Deskripsi Pekerjaan
At NexusScale, we are architecting the next generation of resilient cloud infrastructure. We are looking for a Senior Site Reliability Engineer to join our mission-critical platform team. You will be instrumental in bridging the gap between software development and IT operations, ensuring our global services remain performant, scalable, and secure.
This role offers the opportunity to tackle complex distributed systems challenges in a fast-paced, innovation-first environment. If you are passionate about automation, observability, and infrastructure-as-code, we want to hear from you.
Tanggung Jawab
- Design, build, and maintain scalable infrastructure using Terraform and Kubernetes.

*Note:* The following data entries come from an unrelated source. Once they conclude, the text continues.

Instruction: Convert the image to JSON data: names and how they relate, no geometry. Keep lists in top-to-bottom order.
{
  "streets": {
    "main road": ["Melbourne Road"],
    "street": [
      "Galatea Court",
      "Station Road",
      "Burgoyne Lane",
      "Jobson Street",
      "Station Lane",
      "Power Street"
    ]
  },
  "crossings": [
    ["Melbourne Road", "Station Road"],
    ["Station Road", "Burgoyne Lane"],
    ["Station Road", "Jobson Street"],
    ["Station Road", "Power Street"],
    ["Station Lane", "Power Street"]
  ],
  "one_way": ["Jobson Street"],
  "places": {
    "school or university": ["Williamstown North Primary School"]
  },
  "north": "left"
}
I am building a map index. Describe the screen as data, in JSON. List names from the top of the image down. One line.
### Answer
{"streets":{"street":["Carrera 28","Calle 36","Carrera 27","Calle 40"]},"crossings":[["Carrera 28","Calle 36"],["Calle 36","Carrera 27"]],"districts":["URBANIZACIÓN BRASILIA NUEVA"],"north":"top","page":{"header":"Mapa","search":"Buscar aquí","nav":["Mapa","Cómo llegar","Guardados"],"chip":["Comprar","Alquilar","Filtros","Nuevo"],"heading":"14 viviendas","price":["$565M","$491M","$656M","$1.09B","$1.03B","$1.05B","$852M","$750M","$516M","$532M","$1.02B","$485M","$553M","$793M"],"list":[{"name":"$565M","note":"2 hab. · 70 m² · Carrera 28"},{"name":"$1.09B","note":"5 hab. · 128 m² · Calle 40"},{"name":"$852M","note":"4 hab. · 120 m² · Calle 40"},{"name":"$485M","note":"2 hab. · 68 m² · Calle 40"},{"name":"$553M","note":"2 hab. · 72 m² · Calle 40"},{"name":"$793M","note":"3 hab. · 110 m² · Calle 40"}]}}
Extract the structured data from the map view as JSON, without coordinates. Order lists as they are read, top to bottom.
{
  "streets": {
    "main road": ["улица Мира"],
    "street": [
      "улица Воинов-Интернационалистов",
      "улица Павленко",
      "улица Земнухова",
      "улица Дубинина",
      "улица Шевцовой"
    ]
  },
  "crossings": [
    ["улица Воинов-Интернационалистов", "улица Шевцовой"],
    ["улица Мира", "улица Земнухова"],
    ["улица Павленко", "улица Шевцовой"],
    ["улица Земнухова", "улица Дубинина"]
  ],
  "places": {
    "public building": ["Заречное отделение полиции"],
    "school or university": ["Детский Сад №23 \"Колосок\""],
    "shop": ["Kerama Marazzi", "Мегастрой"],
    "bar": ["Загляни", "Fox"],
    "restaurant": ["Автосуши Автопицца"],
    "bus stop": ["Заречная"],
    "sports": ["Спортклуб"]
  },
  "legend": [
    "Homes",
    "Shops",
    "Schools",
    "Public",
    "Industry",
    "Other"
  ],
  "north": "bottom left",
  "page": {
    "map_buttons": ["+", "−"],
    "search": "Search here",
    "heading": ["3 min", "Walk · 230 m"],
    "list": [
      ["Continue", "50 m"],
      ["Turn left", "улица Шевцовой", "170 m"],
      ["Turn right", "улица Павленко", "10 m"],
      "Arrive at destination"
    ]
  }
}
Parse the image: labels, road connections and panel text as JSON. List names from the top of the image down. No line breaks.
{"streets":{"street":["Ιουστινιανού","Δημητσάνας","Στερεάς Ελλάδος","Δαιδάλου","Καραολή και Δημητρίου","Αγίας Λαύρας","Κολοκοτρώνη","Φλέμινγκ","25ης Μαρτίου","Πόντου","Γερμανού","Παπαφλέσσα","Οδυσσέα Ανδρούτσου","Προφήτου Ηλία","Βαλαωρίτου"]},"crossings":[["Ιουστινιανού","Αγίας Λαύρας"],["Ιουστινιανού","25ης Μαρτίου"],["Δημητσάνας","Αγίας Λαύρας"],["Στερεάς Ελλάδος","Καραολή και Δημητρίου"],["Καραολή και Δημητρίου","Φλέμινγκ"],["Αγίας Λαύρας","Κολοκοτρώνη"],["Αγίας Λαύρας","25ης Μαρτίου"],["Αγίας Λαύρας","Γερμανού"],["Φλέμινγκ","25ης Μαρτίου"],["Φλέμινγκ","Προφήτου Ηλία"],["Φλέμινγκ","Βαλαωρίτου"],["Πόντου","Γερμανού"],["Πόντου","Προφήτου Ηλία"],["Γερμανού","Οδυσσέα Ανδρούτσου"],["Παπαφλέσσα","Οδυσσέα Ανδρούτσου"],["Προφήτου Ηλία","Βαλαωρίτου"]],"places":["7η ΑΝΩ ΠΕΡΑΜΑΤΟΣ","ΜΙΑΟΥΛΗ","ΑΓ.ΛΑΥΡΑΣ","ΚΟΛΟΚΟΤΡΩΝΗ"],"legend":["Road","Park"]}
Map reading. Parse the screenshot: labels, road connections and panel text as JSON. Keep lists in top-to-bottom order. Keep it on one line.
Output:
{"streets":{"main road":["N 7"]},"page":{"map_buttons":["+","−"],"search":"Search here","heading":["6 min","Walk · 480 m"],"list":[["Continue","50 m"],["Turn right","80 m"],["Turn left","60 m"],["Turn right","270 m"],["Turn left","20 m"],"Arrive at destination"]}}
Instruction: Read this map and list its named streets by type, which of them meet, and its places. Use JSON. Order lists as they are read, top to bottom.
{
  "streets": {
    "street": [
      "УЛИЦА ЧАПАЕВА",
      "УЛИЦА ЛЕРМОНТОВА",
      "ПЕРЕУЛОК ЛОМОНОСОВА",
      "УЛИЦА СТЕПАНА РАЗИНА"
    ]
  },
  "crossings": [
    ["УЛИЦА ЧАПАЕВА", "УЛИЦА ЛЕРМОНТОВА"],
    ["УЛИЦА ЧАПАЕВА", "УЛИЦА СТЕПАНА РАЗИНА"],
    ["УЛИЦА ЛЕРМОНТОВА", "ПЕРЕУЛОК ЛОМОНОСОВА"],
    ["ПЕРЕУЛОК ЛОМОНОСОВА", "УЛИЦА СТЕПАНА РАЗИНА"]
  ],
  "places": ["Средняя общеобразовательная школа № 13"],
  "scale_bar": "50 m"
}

- Automate operational tasks to minimize manual intervention and reduce toil.
- Proactively monitor system performance and troubleshoot complex production incidents.
- Define and implement Service Level Objectives (SLOs) and error budgets.
- Participate in a collaborative on-call rotation to ensure 99.99% system availability.
- Lead post-mortem analysis sessions to drive continuous improvement in system architecture.
- Collaborate with cross-functional engineering teams to integrate security best practices into the CI/CD pipeline.
Kualifikasi
- Bachelor’s degree in Computer Science, Engineering, or equivalent practical experience.
- 5+ years of experience in SRE, DevOps, or Systems Engineering roles.
- Deep expertise in public cloud platforms (AWS, GCP, or Azure).
- Proven proficiency in container orchestration (Kubernetes) and service meshes.
- Strong programming skills in Python, Go, or Ruby for automation scripting.
- In-depth understanding of Linux internals, networking, and security protocols.
- Experience managing large-scale distributed databases and caching layers.